* _WHAT NEEDS TO BE DONE_
A verbatim reproduction of the lines below, from the line containing "Read this screen" through the line containing "What data does", both ends included, is the whole required output.

Saved data entries
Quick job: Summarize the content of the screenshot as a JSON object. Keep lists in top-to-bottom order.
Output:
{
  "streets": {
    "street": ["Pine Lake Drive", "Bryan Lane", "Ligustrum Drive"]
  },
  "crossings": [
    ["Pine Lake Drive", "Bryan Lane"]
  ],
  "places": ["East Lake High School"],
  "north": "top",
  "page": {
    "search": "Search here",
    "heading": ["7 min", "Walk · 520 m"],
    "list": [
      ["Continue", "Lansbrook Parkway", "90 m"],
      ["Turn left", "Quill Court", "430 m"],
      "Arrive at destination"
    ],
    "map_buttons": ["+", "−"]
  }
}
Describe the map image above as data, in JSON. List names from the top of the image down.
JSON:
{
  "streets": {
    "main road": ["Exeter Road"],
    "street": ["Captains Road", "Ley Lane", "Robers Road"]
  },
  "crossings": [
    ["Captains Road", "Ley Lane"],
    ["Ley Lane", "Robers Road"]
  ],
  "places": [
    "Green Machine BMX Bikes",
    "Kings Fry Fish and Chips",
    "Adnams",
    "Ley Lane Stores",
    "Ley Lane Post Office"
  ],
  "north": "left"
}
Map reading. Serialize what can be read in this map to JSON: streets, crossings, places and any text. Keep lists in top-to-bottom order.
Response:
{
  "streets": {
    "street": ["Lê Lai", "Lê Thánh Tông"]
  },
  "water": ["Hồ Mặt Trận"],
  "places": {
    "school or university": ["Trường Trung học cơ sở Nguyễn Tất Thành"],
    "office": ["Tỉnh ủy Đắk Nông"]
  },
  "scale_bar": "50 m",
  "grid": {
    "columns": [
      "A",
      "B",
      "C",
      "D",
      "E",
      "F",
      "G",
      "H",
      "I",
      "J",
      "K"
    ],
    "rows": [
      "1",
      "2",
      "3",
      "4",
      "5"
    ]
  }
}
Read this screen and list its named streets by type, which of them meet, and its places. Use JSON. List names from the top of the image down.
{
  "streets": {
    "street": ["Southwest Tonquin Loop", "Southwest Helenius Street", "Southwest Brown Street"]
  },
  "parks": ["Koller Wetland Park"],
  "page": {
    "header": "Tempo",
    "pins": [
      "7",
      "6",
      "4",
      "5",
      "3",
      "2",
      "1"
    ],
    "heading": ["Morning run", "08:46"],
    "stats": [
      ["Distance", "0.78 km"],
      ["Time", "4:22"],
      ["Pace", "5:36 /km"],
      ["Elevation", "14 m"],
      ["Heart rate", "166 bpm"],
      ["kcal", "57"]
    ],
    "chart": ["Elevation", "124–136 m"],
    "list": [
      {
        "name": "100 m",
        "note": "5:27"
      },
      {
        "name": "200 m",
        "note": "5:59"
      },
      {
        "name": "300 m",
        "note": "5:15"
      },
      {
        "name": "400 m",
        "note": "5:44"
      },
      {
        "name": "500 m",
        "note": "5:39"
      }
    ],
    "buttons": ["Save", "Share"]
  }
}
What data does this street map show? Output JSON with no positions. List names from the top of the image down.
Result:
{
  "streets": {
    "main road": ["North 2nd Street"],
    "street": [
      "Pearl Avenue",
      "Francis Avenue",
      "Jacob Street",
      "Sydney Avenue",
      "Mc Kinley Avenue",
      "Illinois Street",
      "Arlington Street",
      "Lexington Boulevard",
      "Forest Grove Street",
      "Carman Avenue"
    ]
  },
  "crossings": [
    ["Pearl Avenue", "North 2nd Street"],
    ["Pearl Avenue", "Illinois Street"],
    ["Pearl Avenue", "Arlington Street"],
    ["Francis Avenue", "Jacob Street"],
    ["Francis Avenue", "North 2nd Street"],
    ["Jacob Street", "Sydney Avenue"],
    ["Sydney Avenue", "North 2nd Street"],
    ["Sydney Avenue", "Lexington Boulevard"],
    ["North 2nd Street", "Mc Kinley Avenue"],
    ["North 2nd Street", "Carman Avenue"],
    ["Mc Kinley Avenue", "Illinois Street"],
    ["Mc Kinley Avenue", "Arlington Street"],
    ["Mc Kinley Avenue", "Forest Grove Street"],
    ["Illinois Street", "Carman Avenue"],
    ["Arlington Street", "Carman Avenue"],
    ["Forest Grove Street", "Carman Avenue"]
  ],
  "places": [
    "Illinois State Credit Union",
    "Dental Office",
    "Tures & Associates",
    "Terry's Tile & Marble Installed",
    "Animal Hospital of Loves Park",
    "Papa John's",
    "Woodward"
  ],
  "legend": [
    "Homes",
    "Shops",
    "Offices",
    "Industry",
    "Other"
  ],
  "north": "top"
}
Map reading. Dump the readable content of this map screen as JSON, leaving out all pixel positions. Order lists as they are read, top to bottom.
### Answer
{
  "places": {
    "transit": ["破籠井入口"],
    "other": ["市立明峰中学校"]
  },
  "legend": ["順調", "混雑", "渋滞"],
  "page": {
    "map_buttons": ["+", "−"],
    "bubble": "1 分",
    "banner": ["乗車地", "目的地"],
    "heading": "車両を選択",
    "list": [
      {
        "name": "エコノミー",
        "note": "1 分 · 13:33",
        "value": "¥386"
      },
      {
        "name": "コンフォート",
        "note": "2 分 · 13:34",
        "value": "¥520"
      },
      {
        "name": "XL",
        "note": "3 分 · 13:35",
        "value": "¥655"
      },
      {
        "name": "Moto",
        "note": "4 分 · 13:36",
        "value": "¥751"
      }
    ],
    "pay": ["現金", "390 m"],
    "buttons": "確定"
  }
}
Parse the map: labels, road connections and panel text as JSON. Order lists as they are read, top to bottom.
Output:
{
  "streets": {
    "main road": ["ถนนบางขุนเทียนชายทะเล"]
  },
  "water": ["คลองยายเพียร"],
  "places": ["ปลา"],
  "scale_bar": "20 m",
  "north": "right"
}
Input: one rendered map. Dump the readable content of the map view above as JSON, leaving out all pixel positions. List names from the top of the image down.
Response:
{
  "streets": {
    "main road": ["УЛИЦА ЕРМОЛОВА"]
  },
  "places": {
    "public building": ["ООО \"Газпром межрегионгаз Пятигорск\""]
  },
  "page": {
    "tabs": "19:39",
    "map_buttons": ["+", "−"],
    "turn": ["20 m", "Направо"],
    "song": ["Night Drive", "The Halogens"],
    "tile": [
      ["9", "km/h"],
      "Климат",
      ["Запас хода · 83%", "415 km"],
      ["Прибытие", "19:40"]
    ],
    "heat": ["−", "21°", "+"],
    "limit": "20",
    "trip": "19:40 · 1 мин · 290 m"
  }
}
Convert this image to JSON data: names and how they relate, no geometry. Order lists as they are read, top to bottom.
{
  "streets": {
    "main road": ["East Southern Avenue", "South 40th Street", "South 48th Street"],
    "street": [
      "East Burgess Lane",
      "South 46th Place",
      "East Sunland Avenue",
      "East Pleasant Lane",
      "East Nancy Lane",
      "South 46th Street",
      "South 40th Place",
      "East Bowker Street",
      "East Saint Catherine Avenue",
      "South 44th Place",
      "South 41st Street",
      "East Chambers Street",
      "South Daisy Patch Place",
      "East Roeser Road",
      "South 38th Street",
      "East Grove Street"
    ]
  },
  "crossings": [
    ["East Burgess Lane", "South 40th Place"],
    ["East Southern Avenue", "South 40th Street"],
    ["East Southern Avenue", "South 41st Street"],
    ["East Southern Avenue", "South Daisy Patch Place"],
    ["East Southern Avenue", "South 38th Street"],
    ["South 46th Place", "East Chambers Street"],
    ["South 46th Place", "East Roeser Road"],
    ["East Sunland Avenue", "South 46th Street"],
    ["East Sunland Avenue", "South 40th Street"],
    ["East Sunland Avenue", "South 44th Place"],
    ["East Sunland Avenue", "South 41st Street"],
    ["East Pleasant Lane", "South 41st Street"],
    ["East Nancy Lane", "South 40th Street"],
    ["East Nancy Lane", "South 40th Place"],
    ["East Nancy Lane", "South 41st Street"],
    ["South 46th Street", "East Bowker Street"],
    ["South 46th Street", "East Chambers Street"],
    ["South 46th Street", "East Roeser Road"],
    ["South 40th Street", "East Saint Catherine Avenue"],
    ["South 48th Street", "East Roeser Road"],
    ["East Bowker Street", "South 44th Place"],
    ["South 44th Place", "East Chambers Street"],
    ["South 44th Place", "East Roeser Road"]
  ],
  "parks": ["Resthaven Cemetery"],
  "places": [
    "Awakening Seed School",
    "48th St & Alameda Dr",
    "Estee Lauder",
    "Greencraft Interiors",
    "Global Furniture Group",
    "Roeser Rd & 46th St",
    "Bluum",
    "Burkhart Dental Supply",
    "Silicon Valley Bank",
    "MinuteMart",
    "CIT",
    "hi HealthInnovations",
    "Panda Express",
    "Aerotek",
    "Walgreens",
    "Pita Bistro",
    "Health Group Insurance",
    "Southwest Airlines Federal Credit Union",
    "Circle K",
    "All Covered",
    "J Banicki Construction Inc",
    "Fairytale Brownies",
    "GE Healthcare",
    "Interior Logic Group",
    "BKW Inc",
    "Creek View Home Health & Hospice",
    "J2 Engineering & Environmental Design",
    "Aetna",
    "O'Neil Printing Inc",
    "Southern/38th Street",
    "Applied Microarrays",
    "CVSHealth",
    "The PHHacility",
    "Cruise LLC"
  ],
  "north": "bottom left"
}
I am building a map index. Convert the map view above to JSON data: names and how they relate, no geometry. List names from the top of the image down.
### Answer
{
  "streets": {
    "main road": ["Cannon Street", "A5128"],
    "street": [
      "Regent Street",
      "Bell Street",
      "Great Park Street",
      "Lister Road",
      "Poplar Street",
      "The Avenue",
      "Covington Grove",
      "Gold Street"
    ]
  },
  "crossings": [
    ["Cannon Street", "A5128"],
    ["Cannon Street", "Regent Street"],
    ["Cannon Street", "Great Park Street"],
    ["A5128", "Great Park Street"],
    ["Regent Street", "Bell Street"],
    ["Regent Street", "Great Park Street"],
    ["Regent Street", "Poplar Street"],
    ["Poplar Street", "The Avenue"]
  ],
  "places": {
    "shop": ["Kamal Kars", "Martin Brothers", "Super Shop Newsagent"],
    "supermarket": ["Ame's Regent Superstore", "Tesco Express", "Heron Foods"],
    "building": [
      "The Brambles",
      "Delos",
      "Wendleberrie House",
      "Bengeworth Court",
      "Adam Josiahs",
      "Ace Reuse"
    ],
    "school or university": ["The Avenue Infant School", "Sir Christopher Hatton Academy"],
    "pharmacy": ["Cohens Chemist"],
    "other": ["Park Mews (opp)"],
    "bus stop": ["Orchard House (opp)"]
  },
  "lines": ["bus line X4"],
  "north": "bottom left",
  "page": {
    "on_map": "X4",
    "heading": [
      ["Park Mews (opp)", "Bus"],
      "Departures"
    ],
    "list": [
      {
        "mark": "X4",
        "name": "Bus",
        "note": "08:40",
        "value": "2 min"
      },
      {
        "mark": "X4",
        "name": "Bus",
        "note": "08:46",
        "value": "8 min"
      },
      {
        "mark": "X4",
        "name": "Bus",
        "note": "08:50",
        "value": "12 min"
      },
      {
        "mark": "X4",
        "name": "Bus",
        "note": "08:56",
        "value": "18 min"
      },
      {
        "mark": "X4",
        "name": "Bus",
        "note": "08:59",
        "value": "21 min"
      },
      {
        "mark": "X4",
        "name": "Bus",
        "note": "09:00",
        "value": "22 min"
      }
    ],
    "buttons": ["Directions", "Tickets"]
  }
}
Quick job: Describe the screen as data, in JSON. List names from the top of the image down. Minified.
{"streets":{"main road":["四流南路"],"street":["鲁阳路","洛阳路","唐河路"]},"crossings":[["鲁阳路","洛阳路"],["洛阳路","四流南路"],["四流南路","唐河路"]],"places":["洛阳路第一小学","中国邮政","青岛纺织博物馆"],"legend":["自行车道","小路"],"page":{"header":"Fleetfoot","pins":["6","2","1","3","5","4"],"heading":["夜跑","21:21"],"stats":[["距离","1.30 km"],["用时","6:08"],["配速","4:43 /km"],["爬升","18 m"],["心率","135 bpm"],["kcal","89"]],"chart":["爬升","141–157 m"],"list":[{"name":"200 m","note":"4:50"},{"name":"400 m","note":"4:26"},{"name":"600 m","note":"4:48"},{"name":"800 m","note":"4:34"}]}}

* _ANSWER FOR THIS EXERCISE_
Read this screen and list its named streets by type, which of them meet, and its places. Use JSON. List names from the top of the image down.
{
  "streets": {
    "street": ["Southwest Tonquin Loop", "Southwest Helenius Street", "Southwest Brown Street"]
  },
  "parks": ["Koller Wetland Park"],
  "page": {
    "header": "Tempo",
    "pins": [
      "7",
      "6",
      "4",
      "5",
      "3",
      "2",
      "1"
    ],
    "heading": ["Morning run", "08:46"],
    "stats": [
      ["Distance", "0.78 km"],
      ["Time", "4:22"],
      ["Pace", "5:36 /km"],
      ["Elevation", "14 m"],
      ["Heart rate", "166 bpm"],
      ["kcal", "57"]
    ],
    "chart": ["Elevation", "124–136 m"],
    "list": [
      {
        "name": "100 m",
        "note": "5:27"
      },
      {
        "name": "200 m",
        "note": "5:59"
      },
      {
        "name": "300 m",
        "note": "5:15"
      },
      {
        "name": "400 m",
        "note": "5:44"
      },
      {
        "name": "500 m",
        "note": "5:39"
      }
    ],
    "buttons": ["Save", "Share"]
  }
}
What data does this street map show? Output JSON with no positions. List names from the top of the image down.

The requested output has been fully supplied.